WASHINGTON, Sept 22 (Reuters) – A U.S.-trained Afghan pilot was talking to Reuters on a smuggled cellphone from Tajikistan, where he is being held, when something strange happened – his voice started looping, repeating everything he had just said, word for word.

His fiancee, an American nurse in Florida, was on the line too and started to panic. She shouted his name, but his words kept cycling back.

“I was freaked out,” she said, speaking on condition of anonymity to protect him. “The worst things came to my mind.”

Whatever the reason for the telephone glitch, which only happened once, it added to a deep sense of anxiety for the couple. It also came amid growing feelings of impatience and uncertainty among the Afghan pilots and personnel who have been held by the government in Tajikistan since fleeing there on Aug. 15.

There are 143 Afghans detained at a sanatorium in a mountainous, rural area outside of the Tajik capital, Dushanbe, waiting and hoping for over a month for transfer by the United States.

After flying there with 16 aircraft as their military’s ground forces crumbled before the advancing Taliban, the Afghans say they had their phones taken away. They were initially housed in a university dormitory before being moved on Sept. 1.

Contact with family is extremely limited.
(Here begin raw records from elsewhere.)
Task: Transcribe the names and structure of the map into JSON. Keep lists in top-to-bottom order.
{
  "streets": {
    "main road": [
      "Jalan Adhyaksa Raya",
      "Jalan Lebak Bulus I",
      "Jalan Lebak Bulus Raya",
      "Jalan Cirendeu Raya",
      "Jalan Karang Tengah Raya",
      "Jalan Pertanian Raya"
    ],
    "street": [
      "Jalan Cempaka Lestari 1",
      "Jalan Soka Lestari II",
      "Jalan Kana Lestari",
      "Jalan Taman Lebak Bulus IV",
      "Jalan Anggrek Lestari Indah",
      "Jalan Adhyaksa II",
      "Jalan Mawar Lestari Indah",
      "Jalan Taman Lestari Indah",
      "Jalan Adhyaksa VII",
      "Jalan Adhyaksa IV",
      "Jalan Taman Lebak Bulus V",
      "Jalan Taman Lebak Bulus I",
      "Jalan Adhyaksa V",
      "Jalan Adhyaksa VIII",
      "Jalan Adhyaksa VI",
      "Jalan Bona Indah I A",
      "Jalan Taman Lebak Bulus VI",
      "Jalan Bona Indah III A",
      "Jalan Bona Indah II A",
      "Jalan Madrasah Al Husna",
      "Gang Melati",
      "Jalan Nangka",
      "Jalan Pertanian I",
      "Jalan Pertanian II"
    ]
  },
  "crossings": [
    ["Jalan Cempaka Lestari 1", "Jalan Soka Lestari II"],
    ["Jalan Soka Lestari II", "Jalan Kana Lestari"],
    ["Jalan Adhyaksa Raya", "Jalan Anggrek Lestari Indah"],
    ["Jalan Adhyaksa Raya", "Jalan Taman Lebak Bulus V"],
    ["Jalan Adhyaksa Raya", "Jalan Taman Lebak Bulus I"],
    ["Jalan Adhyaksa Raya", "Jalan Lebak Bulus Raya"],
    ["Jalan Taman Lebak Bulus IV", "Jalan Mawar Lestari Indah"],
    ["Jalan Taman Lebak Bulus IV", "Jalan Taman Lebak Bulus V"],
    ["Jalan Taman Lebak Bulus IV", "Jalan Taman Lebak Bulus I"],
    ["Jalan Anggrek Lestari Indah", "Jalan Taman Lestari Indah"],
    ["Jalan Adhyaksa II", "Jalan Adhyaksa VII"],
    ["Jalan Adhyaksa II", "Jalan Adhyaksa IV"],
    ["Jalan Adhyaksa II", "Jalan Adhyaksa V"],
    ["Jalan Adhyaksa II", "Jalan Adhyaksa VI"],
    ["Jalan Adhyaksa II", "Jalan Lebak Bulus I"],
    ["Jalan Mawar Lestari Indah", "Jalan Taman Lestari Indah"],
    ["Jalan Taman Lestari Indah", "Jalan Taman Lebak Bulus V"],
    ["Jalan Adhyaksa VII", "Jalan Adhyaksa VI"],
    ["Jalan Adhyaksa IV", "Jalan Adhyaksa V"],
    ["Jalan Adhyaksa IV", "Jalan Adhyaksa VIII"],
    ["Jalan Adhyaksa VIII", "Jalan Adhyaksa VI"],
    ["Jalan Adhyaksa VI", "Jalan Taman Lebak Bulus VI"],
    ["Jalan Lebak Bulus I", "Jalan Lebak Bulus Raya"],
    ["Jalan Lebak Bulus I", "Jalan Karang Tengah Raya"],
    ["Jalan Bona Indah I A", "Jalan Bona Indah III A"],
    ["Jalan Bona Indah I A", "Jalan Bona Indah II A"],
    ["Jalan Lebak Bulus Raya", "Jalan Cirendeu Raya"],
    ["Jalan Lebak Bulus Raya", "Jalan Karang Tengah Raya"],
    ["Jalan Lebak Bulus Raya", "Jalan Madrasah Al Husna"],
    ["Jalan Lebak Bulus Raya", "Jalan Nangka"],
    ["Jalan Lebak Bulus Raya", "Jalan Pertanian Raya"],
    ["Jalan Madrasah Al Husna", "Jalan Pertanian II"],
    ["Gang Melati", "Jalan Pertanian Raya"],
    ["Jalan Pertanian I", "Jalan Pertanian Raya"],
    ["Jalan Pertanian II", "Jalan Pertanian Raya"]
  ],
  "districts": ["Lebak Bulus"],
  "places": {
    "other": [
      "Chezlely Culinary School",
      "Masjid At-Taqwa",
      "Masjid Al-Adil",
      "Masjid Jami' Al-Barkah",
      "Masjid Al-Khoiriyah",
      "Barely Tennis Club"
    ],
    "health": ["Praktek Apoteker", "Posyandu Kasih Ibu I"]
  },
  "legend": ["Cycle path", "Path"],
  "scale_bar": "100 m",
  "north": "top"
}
Although they appear to be held in humane conditions, they are on edge, uncertain about the future.

“We don’t know about our destination. … We’re all worried about that,” the pilot said.

The pilots want to join the other Afghan military personnel being processed for U.S. visas in places like Qatar, the United Arab Emirates and Germany.

“Whenever we ask the government of Tajikistan, they just answer: ‘Please wait,'” said a second pilot, speaking separately on condition of anonymity.

Among the military personnel at the facility are two Afghan women, including a pilot who is eight months pregnant, the second pilot told Reuters.

Such a pregnancy would be an important reason to move them quickly, said David Hicks, a retired U.S. brigadier general who is helping lead a charity called Operation Sacred Promise working to evacuate and resettle Afghans.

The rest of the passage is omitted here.